Now that the sale is over here are some images of the postcard sized paintings that went to the John Hughes Arts Festival event. I enjoy the challenge of working to a brief, which can encourage me towards new directions for my work. In this case it was liberating working to a sketch book scale but outside of a sketchbook format and allowed me to test out a format and palette for a pair of paintings I’ve been mulling over for some time but hadn’t yet started (which are now being worked on). The small format also allows me to easily play with displaying them in different configurations relative to one another.
After working on Winter Light 1, 2 and 3 which are designed to be shown together or separately I developed some pieces specifically as triptychs. I am also planning a much larger series of pieces that can work in combination or individually, as well as some larger landscape format paintings, but in the meantime I’m enjoying the quiet strength in the number three.
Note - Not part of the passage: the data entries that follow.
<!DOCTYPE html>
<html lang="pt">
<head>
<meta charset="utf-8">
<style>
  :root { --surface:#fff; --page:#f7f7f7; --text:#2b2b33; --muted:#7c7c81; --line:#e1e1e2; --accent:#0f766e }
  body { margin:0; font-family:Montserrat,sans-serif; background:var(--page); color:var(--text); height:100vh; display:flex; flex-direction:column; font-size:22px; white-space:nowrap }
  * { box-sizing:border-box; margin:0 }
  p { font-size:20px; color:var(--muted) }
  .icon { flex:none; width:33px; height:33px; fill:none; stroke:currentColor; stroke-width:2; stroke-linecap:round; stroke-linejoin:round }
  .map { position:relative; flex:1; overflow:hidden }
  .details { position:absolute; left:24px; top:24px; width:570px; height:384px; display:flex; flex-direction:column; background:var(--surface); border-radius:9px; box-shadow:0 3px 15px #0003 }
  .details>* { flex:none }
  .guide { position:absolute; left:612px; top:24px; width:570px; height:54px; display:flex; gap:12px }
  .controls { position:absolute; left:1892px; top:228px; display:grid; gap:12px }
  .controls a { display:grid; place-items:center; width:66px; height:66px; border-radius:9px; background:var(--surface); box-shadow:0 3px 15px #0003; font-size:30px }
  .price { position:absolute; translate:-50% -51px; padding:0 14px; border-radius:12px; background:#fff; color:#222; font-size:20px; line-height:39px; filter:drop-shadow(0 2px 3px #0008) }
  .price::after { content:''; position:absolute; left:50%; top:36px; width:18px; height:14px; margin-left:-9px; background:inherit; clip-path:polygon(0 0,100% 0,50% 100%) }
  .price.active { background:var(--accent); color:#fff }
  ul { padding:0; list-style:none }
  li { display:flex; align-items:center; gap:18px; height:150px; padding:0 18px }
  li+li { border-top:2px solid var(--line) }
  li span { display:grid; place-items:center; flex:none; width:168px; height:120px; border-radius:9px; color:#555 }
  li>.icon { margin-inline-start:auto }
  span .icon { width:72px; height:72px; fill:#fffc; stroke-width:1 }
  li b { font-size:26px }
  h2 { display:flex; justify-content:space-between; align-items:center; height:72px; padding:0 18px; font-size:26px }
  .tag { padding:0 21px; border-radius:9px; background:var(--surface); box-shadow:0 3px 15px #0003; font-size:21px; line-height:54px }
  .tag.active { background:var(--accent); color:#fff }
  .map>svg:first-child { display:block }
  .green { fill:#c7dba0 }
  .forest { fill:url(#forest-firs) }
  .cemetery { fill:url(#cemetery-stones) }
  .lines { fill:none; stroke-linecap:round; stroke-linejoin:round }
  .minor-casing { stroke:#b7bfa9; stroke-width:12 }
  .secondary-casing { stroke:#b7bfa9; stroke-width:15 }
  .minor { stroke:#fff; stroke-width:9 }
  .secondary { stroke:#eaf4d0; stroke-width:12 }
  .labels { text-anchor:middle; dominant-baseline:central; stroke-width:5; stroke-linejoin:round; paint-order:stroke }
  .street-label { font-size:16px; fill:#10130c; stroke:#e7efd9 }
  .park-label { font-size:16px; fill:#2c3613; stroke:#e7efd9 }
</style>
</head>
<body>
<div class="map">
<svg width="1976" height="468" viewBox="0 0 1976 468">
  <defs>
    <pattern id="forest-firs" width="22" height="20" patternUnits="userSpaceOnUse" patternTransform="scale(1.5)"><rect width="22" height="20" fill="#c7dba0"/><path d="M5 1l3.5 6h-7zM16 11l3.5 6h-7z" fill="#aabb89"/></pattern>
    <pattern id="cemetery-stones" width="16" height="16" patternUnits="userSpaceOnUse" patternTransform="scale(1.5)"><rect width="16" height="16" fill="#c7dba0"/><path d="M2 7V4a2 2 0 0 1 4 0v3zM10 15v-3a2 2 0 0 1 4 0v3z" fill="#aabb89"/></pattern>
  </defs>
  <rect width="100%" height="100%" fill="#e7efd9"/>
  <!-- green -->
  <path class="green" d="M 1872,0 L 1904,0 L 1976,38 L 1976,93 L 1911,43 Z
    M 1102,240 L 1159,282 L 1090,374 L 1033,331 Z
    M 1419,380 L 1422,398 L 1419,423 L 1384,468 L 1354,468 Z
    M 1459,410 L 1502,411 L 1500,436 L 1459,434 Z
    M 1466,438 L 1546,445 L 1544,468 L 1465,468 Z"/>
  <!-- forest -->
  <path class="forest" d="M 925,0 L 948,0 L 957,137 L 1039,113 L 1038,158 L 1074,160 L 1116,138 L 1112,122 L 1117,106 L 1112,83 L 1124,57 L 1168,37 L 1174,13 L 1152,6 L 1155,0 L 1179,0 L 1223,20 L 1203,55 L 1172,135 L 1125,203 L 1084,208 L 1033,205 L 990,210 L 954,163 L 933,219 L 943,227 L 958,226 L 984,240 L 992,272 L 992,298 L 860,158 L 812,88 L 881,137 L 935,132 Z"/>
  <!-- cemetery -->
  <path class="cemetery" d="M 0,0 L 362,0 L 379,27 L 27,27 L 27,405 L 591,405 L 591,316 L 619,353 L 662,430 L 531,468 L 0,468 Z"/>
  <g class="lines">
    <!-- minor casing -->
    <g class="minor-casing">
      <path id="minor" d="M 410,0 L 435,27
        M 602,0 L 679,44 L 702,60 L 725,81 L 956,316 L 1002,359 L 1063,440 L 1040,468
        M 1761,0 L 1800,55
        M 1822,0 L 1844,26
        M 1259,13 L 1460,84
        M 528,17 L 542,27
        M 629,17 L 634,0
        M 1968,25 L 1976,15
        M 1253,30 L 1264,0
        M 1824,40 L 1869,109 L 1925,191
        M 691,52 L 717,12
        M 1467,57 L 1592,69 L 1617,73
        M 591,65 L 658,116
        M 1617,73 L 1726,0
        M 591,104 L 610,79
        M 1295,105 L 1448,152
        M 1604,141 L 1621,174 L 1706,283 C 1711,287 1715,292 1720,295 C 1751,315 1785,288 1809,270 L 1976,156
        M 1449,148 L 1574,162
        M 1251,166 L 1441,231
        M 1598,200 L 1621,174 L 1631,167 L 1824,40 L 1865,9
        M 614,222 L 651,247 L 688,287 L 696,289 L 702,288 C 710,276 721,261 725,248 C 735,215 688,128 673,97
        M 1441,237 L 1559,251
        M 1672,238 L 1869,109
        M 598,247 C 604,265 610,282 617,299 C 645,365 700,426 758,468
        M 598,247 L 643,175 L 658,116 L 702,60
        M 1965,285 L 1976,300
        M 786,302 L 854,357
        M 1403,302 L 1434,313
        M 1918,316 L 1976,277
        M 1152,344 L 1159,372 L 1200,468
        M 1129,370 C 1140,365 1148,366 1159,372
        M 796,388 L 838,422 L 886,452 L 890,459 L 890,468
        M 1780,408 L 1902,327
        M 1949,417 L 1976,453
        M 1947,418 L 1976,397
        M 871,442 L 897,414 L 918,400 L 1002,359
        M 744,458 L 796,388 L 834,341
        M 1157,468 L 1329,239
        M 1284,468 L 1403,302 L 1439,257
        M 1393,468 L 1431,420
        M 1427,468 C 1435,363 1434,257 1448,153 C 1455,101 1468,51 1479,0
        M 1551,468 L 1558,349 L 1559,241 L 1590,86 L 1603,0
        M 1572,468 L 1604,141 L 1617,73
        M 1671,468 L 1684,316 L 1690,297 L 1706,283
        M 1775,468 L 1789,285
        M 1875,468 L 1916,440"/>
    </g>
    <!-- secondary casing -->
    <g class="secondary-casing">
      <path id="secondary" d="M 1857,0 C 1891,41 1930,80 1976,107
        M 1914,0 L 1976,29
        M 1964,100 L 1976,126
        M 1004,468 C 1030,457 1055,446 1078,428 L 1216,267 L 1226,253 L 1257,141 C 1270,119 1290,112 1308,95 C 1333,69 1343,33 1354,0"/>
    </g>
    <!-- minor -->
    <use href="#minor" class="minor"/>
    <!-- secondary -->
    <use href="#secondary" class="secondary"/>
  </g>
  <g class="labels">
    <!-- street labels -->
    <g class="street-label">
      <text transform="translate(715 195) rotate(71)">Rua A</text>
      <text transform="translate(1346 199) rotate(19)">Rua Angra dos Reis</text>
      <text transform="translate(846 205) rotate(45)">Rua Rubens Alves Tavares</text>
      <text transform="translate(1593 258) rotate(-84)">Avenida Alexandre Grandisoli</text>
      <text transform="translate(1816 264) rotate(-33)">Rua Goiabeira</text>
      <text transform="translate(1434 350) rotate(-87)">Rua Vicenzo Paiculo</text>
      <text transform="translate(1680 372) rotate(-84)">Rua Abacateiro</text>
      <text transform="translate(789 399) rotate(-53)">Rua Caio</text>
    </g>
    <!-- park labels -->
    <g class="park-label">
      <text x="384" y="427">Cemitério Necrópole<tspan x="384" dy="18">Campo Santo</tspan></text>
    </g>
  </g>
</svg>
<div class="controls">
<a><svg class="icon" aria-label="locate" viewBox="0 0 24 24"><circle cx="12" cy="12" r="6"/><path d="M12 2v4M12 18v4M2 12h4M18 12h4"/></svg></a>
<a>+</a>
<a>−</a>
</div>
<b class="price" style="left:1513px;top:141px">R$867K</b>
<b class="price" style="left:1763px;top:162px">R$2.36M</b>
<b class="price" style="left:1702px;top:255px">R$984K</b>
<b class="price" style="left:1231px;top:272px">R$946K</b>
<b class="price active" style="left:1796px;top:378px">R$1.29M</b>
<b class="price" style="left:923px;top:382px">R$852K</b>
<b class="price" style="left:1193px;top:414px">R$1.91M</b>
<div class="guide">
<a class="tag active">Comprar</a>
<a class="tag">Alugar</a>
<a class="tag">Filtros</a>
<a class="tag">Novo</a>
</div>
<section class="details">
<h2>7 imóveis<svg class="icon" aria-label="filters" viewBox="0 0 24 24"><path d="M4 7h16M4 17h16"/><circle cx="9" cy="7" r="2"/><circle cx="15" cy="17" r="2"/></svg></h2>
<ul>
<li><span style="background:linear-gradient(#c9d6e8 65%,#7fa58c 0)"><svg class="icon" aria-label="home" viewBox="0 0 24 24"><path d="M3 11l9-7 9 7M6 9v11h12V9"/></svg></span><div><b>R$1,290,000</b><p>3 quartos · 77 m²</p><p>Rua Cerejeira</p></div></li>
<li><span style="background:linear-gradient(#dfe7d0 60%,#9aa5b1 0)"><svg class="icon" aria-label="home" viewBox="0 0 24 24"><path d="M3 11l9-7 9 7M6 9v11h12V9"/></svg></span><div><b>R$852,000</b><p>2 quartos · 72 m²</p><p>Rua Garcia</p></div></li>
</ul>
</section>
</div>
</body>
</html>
These paintings continue to explore mark making directly onto hand stretched raw canvas by dripping and/or painting and/or scraping emulsion paints. Each triptych consists of three canvases that are 41 cm wide by 31 cm high.
I really enjoy making pieces with people or places in mind. This pair will be going to Manpreet and Ashley in January. Best shown together they could also be hung separately.
In this work I’m continuing to explore working directly onto untreated fabric. I’ve chosen to stretch coloured cotton so that the canvas is more obviously a part of, rather than read as ‘only’ a support/background to, the painting. Each painting is 33cm x 22 cm.
I recently made a series of paintings influenced by the impressions left by winter light during walks. I chose to develop these paintings on raw canvas that I’d stretched, making the mark-making all the more vital as mistakes can’t be painted over.
Each painting is 50cm wide and 40cm high. My intention is that they can be hung together or individually. I’m delighted that one of these will be shown at Hot Numbers from 12 December 2017 until February 4 2018.
It’s always difficult to know when an artwork is ‘finished’. I need to keep some paintings around me for a long time in what I know is an unfinished state before it’s clear to me what I need to do next. This painting was originally done for an exhibition at Espresso Library in Cambridge in response to the space there; however once the exhibition was over I knew I had more work to do as I kept dwelling on the work, itching to make it feel complete. This is the final result.
I’ve been having fun working on a new commission, in this case adapting a couple of the pieces that were shown at Espresso Library from mid-May to early July. I’m really pleased with how they’ve developed in response to how they’ll work alongside other features of their future home, taking on more vibrancy and movement in the process. I think they are at the stage now of feeling ‘finished’.
The images below show some close-ups and the piece(s) as they currently stand on my ‘work in progress’ wall which is just over 2m wide and is directly in front of my desk. A good use of space, this allows me to contemplate about how work is progressing while seeing it in a domestic setting, which I find extremely helpful… and shows that you really don’t need a lot of room to be able to enjoy art that can make a real statement and transform a space.